David, Ecutek's JDM car made 480bhp but the red marker line on the dyno graph is at peak power for our car not the standard car. If you look at the standard cars graph it made 480bhp around 6,300 rpm and peak torque of around 460lbft.


----------



## [email protected] (Feb 1, 2012)

Litchfield said:


> Peak power was at 1.57bar so pretty low considering the capabilities of the turbos. We were doing TCM and clutch testing not mapping for power but it seemed rude not to give it a run
> 
> David, Ecutek's JDM car made 480bhp but the red marker line on the dyno graph is at peak power for our car not the standard car. If you look at the standard cars graph it made 480bhp around 6,300 rpm and peak torque of around 460lbft.


Iain, 

Those are some very impressive figures ! Well Done Mate.

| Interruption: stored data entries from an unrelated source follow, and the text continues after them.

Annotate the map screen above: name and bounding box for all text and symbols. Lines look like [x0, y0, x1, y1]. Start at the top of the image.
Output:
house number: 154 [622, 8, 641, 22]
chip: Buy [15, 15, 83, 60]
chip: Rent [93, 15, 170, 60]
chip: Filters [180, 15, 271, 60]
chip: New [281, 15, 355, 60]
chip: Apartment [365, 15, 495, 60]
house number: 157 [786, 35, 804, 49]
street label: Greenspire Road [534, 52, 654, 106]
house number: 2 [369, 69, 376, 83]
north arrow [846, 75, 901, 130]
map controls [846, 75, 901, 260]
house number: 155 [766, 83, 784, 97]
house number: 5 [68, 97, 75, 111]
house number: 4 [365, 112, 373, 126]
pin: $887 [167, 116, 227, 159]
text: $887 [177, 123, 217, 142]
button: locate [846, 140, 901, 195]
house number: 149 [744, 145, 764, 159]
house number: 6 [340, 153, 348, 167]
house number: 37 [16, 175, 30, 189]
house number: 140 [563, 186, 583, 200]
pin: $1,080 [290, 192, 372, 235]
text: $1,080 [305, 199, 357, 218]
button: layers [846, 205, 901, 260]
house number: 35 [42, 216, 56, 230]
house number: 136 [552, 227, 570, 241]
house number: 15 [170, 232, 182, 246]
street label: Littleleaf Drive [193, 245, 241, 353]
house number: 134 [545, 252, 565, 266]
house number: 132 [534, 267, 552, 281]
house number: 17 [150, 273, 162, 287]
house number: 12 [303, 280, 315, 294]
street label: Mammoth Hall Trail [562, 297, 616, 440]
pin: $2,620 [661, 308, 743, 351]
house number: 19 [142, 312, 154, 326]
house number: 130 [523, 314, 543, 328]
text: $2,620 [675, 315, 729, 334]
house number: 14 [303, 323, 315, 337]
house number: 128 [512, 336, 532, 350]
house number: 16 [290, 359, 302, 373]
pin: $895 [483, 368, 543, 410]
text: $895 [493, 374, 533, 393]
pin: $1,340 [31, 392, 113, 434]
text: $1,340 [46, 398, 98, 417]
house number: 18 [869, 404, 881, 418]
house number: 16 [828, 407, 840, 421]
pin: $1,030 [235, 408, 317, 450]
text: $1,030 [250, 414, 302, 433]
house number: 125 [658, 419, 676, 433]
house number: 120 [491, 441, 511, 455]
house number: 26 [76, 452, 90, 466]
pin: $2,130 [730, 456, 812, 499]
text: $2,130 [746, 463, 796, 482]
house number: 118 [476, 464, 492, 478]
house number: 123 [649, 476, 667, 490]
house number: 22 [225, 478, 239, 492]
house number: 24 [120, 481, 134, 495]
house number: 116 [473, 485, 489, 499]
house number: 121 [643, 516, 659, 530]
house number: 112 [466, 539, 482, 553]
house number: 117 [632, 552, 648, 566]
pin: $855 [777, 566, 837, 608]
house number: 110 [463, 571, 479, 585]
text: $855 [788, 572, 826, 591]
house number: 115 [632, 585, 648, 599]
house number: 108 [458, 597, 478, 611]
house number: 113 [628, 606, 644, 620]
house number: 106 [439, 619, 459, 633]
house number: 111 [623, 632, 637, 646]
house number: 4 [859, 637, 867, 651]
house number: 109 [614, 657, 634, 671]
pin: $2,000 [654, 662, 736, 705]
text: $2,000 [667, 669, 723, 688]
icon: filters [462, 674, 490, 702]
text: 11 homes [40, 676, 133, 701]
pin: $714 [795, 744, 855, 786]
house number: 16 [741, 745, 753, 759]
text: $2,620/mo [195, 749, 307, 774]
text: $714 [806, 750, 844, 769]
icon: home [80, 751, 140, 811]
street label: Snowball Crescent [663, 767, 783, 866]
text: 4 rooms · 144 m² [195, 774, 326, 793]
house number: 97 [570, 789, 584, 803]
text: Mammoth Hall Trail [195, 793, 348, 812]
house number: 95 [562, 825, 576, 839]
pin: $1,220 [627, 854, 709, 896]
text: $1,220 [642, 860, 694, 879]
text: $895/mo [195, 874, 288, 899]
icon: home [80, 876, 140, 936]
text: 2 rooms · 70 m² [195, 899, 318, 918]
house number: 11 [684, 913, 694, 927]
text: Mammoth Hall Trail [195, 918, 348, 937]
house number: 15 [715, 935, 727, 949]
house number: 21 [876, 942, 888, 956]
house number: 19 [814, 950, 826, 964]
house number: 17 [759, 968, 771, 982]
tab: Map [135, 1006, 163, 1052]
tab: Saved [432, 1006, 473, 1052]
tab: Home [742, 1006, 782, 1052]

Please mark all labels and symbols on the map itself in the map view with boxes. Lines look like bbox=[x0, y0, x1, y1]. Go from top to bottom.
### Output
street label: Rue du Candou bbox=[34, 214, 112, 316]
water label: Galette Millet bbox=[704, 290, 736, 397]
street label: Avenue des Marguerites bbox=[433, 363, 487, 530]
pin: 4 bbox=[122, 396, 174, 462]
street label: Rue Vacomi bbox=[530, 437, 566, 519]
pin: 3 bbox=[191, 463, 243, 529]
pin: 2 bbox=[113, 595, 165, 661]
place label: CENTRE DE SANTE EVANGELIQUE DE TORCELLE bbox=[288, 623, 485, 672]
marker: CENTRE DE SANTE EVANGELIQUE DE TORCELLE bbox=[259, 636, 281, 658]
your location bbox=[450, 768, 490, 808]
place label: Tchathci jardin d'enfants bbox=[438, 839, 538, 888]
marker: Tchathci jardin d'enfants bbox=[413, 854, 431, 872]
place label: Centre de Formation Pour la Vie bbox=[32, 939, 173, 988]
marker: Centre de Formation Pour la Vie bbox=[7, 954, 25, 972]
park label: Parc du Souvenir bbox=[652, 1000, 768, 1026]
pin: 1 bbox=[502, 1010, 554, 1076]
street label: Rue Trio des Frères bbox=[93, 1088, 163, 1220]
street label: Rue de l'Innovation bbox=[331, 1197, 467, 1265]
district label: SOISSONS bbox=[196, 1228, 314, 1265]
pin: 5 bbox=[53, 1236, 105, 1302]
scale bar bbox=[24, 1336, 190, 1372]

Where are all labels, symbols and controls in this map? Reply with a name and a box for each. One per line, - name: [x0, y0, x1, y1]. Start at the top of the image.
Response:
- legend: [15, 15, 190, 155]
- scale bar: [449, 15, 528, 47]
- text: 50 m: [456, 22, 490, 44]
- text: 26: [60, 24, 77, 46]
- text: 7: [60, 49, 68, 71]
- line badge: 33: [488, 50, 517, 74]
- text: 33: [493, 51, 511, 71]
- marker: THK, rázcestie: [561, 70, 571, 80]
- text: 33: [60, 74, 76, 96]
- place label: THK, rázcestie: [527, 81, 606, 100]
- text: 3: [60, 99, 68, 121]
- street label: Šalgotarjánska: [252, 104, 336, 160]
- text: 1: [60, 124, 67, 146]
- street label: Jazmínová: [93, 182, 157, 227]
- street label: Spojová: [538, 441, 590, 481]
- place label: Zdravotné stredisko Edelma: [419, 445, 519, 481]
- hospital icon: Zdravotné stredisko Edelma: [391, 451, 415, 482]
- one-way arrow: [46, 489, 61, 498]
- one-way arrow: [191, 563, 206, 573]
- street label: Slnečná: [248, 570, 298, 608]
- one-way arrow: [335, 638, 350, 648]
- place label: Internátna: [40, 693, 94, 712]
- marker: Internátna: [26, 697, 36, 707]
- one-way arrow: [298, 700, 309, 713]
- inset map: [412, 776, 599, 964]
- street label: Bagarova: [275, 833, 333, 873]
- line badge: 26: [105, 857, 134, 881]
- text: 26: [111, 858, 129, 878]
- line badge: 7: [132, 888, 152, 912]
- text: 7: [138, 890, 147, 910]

Be good to see how we all get on at Marham  especially comparing your 860 to a SVM 850R ......

Let the good times roll !


----------



## GTRNICK (Apr 29, 2005)

That must pull like a steam train Iain lol


----------



## Steve (Sep 21, 2001)

ahhh back to steam LOL


----------



## martin320 (Aug 29, 2009)

Nice to see some actual graphs of the power that it makes, unlike other tuners who are not as transparent.Well done, The whole Litchfield setup is very impressive..


----------



## Steve (Sep 21, 2001)

martin320 said:


> Nice to see some actual graphs of the power that it makes, unlike other tuners who are not as transparent.Well done, The whole Litchfield setup is very impressive..


+1 LOL


----------



## Anders_R35 (Jul 20, 2011)

Which turbos are these, they seem spool happy?

Anders


----------



## Stevie76 (Dec 17, 2009)

I want a spin in that car....the torque curve looks great...the shove in the back must be quite something:thumbsup:


----------



## Adamantium (Jun 24, 2002)

Iain,

1.57 bar?????

somethings not right here.

They seem to spool faster than stock, it looks like they are not giving up any torque at the very bottom but they go on to make almost 400 bhp more than a stock set up and at only 1.57 bar?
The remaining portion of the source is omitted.